Haha. You were clearer.

I always just leave the piccolo in the same staff as the player who is playing it so the conductor will know who to cue if needed, even if this is “incorrect” score order. Typically in orchestras it’s the 3rd Flute that doubles on Picc, so I just leave it there if they are doubling. This is not uncommon. Here’s the first page of the score to “The Nutcracker” which obviously has a pretty famous picc part in several movements. As Flute 3 is playing it, it is placed under Flutes 1 & 2.

my editions of Tschaikovsky’s 5’th and 6’th symphonies also show the piccolo as flute3 notated under flute1,2 ; here the piccolo is not used in each movement and doubling is intended.
but my scores with a dedicated piccolo player (ie, Stravinsky Firebird) notate it above the flute.

Agreed. If it’s not doubling, I put it above the flutes too. The orchestra librarian usually will automatically put it in the 3rd Flute book and the conductor will know which player takes the Picc parts.

Another way to approach it is to handle piccolo and flute 2 (or 3) as different players. Agreed, it takes out the marvelous native concept of players from Dorico; but, still, gets the job done. In the Layouts, include both the piccolo and the respective flute, and hide empty staves. The only drawback is what I just said: no instrument change indications. But besides that, it works just fine.

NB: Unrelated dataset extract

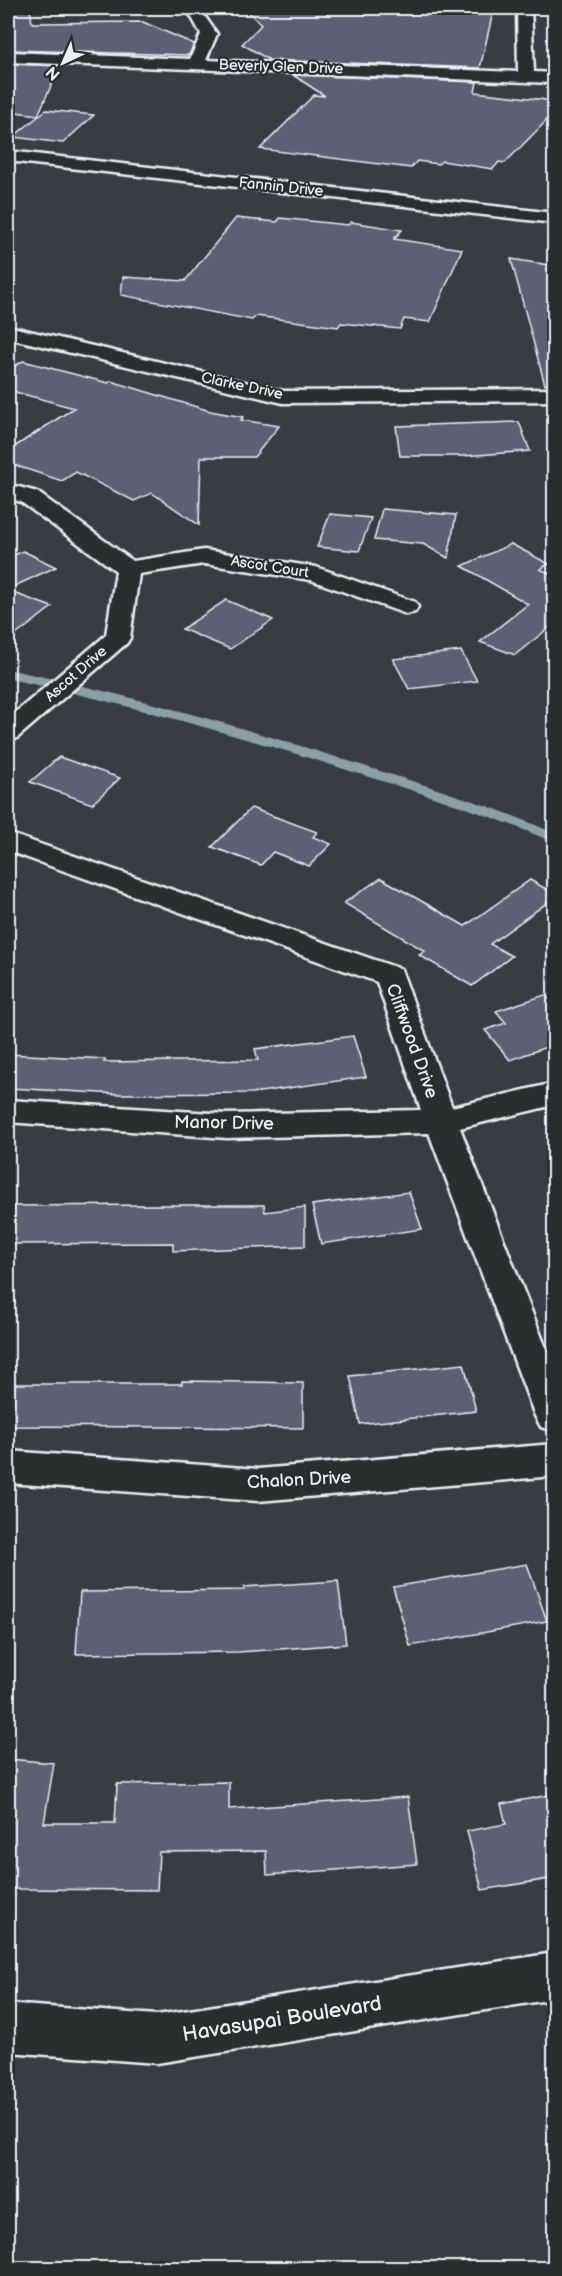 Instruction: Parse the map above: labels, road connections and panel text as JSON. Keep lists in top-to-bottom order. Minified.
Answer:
{"streets":{"street":["Beverly Glen Drive","Fannin Drive","Clarke Drive","Ascot Court","Ascot Drive","Cliffwood Drive","Manor Drive","Chalon Drive","Havasupai Boulevard"]},"crossings":[["Ascot Court","Ascot Drive"],["Cliffwood Drive","Manor Drive"]],"north":"bottom left"} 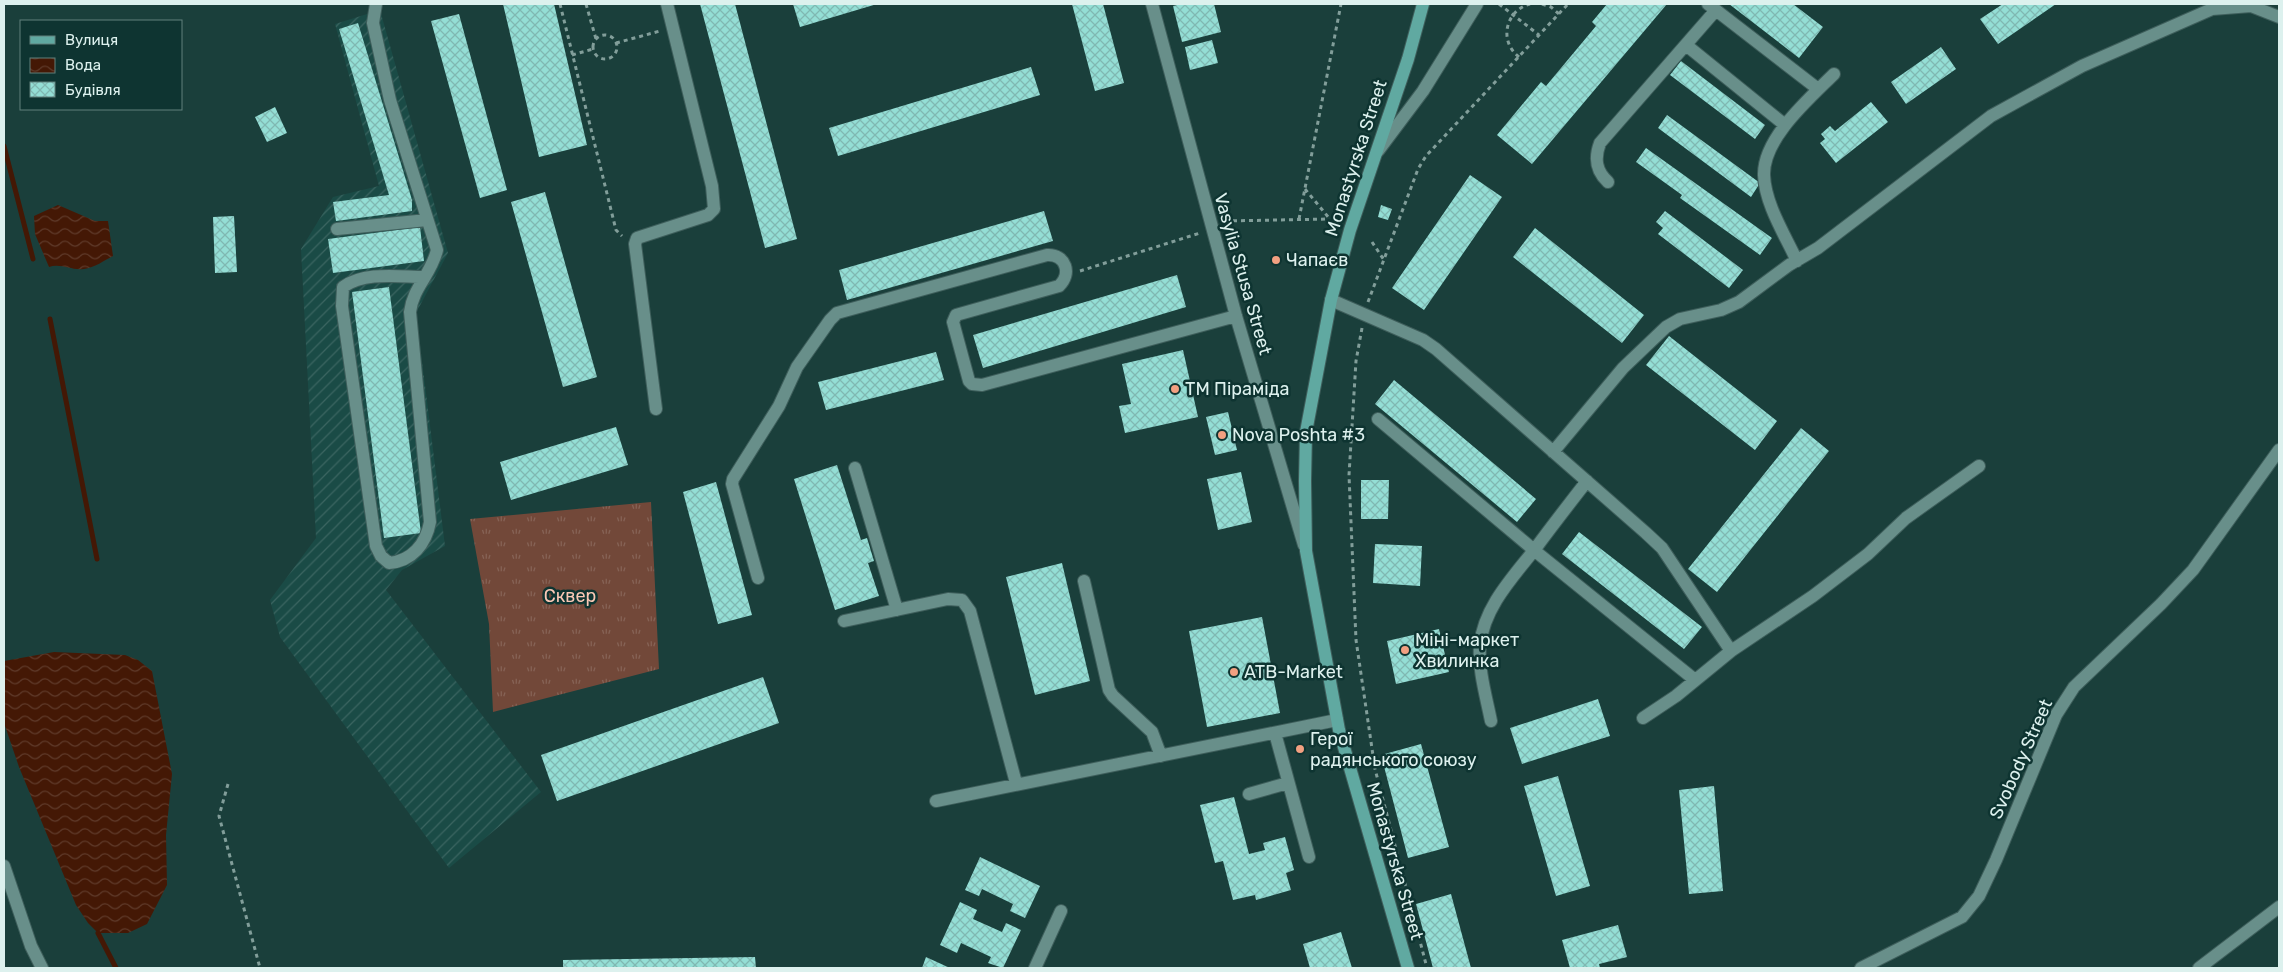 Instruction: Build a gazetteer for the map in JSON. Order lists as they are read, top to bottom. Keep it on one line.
{"streets":{"main road":["Monastyrska Street"],"street":["Vasylia Stusa Street","Svobody Street"]},"crossings":[["Monastyrska Street","Vasylia Stusa Street"]],"parks":["Сквер"],"places":["Чапаєв","ТМ Піраміда","Nova Poshta #3","Міні-маркет Хвилинка","ATB-Market","Герої радянського союзу"],"legend":["Вулиця","Вода","Будівля"]}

…except that casting off is severely dictated by instrument changes in that case.

Is this still unresolved, as of now?

Indeed, Dorico will not change the order of players based on which instrument is held by the player.

As I believe I said in another topic about this very staff-order question, some authorities (like the orchestration book I used when teaching) specifically say that “Piccolo on first staff” applies only when the player holds piccolo and nothing else. If (as in many scores) it is a double for Flute 2 or Flute 3, then it remains on that second or third staff.

That said, the capacity to change order of players depending on change of instruments would be useful in other contexts – particularly reed doublers in musical theater, which some orchestrators like to position according to instrument rather than player number, varying from page to page. (The published full score of West Side Story shows this.) So far as I know, only Finale has so far offered this (via a plug-in).

But that’s a general observation, not a request for a feature. This is the season for unmixed gratitude for what we’ve been given in the new release, allowing our wonderful developers to bask in the satisfaction of their achievement.